Venezuelan President Hugo Chavez said on Sunday he was seeking a constitutional amendment to allow himself to seek re-election again, saying he hoped to lead the OPEC nation until 2021.
Hugo Chavez eyes presidency through to 2021
Mr Chavez said he was directing his ruling United Socialist party (PSUV) to seek a “constitutional amendment and reelection of the president of the republic” saying he was “ready (to govern) through 2021.”
“I give the PSUV and the Venezuelan people my authorisation to begin the debate and take the steps necessary to obtain that constitutional amendment and reelection of the president … and I am sure that we will get it now,” Mr Chavez said at the swearing-in of Caracas’ Libertador district’s mayor Jorge Rodriguez.
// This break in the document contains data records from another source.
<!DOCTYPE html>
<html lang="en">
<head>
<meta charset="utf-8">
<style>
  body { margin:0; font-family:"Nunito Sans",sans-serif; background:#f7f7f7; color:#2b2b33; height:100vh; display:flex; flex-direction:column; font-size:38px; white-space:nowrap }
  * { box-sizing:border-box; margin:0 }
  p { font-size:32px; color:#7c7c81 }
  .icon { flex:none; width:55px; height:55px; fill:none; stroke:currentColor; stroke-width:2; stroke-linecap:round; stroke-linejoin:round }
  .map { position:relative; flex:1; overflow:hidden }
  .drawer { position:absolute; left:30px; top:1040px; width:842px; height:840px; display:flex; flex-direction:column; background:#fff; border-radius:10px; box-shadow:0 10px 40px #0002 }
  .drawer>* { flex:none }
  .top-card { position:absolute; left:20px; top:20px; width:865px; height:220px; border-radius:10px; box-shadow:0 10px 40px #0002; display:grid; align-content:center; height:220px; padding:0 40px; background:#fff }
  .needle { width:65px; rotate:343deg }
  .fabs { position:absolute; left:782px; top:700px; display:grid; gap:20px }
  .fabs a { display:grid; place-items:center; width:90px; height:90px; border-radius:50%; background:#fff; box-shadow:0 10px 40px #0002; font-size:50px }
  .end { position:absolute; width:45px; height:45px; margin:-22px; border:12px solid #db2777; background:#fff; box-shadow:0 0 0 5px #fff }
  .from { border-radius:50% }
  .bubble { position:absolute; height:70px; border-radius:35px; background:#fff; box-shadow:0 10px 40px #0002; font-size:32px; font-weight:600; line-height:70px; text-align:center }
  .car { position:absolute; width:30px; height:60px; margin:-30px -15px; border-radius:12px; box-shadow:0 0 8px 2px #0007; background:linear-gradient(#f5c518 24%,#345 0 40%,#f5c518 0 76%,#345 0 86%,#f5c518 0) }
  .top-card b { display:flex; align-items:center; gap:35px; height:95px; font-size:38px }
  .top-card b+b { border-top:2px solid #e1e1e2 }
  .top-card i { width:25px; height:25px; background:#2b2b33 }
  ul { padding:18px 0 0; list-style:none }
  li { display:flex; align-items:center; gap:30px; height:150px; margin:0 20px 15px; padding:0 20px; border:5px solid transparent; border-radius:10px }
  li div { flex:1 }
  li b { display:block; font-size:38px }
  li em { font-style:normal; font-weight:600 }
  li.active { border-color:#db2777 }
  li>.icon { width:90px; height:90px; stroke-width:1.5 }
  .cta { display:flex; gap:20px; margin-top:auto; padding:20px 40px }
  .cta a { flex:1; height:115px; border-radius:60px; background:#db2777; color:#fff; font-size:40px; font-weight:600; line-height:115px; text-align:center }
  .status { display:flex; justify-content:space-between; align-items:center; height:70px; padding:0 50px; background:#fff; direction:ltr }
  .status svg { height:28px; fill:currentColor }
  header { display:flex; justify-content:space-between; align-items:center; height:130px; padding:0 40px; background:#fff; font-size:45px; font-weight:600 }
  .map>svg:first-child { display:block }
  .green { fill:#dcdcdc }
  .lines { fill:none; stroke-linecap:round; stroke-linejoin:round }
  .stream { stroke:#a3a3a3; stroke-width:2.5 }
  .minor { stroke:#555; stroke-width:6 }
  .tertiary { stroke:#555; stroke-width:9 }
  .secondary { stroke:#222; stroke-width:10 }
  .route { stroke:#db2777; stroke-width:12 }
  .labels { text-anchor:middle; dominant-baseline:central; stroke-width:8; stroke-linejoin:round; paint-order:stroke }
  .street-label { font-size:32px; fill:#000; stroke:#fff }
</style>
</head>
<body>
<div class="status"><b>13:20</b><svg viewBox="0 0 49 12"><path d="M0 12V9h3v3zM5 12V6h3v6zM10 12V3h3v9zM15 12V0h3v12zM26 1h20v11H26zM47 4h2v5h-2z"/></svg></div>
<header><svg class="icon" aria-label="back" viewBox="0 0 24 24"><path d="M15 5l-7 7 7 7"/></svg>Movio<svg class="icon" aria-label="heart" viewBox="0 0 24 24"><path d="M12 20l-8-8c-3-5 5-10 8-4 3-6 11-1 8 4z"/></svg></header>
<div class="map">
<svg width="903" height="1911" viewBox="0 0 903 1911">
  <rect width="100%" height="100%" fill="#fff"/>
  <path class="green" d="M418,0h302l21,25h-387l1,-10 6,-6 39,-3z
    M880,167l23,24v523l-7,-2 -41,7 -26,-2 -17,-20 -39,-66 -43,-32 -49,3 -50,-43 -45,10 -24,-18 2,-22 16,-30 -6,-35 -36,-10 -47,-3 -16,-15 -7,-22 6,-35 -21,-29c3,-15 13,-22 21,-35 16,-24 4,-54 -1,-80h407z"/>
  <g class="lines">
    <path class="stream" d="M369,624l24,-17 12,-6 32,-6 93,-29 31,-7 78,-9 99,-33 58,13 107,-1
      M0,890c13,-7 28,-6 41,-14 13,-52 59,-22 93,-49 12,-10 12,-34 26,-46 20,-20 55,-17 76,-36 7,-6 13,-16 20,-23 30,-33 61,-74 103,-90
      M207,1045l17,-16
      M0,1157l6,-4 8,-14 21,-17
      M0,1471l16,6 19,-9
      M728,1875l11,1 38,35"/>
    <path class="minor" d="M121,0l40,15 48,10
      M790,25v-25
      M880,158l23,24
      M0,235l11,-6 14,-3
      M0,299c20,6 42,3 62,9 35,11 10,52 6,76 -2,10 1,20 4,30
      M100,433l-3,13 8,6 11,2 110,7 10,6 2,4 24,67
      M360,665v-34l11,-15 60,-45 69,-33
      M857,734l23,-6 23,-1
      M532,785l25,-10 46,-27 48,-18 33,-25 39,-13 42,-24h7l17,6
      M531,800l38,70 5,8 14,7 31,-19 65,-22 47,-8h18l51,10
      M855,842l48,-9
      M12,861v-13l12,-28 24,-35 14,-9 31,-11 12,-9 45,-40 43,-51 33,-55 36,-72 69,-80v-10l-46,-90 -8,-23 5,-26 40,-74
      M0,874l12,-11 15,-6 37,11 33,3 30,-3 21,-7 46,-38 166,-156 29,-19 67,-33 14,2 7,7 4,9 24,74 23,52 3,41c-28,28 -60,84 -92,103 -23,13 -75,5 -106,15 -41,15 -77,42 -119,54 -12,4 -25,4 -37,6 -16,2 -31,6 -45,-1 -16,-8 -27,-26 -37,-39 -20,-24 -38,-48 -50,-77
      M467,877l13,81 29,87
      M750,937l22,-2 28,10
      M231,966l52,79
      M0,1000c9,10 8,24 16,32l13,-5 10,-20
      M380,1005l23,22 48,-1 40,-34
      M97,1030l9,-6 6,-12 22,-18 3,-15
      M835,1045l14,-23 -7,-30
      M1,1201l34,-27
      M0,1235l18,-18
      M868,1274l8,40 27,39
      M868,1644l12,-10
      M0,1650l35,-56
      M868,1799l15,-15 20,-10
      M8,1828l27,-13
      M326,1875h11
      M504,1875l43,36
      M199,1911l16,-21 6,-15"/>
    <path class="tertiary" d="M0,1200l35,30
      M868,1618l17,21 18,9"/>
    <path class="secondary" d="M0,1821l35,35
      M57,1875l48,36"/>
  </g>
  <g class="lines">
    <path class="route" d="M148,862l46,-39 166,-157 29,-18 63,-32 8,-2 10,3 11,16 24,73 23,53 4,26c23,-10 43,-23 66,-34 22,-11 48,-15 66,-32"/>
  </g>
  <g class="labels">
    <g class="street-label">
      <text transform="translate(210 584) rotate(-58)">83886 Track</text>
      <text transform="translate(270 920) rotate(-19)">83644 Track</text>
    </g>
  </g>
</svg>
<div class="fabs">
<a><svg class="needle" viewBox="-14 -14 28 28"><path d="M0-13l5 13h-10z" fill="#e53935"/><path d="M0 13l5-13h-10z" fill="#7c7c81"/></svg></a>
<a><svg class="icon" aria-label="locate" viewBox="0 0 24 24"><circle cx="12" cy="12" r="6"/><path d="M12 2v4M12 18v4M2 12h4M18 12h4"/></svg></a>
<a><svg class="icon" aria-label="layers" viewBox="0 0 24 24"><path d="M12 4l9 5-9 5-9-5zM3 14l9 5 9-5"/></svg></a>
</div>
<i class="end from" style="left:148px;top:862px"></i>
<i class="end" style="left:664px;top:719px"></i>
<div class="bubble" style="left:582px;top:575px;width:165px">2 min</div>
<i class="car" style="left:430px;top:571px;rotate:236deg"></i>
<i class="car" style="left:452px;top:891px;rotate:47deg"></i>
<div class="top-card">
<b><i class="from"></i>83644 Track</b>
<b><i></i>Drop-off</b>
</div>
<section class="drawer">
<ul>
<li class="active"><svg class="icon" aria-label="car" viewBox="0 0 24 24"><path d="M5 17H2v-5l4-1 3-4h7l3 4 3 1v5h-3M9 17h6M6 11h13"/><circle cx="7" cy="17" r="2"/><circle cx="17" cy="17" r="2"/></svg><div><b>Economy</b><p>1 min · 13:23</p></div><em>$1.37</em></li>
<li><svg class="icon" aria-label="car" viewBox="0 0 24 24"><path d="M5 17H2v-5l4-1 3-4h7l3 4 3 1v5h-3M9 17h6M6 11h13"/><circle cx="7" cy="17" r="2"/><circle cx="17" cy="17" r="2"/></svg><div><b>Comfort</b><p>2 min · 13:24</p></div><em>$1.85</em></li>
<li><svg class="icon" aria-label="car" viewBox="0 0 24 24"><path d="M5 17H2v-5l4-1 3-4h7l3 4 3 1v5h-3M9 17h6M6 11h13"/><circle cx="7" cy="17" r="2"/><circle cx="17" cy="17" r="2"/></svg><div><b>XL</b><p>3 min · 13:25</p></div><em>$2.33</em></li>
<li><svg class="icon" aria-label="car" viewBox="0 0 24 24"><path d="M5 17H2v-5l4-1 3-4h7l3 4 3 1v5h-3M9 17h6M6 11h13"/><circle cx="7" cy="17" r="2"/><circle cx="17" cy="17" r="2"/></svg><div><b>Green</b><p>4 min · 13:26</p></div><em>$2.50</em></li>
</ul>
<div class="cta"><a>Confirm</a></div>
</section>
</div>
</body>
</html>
“I am ready, and if I am healthy, God willing, I will be with you until 2019, until 2021,” added the 54-year-old Chavez, seeking to propel the oil-rich but poverty-plagued country’s institutional socialism to over two decades long.
On Nov 24 – almost a year after losing a vote on extending his powers – Mr Chavez had said, “It’s the people’s right (to vote on the issue). We’ll see if the people use this right, and if all the country approves it or not if there is a referendum.”
In Dec 2007, a referendum that sought to declare Venezuela a socialist state and allow unlimited reelection did not prevail, and dealt Mr Chavez his first major defeat at the ballot box.
Just over a week ago Mr Chavez’s party scored a string of victories in key local polls, but in a blow to his socialist revolution the opposition won some major power centres.
The results shook up the political landscape of the South American nation, reducing the almost blanket authority of the fiercely anti-liberal Chavez and his party.
“The symbols won by the opposition are more than expected: they won the capital and states representing the economic and political heart of the country,” said Luis Vicente Leon from Datanalisis.
Some 45 per cent of the population will now be governed by policitians from the opposition, who won in states representing around 70 per cent of national economic activity.
But Mr Chavez said at the time that the opposition had suffered a “new, big defeat. They continue overestimating what happened as a victory. That’s crazy,” he argued.
If “we’re applying scientific analysis, the popular revolutionary victory continues growing.”
But Mr Chavez, a friend to communist Cuba and to fellow oil giants Iran and Russia, did lose some “mandate” authority in his quest to abolish term limits to try to win a third six-year term in 2012.
By Sunday, he was scrambling to regain lost ground, in a bid to make his revolution increasingly an institution.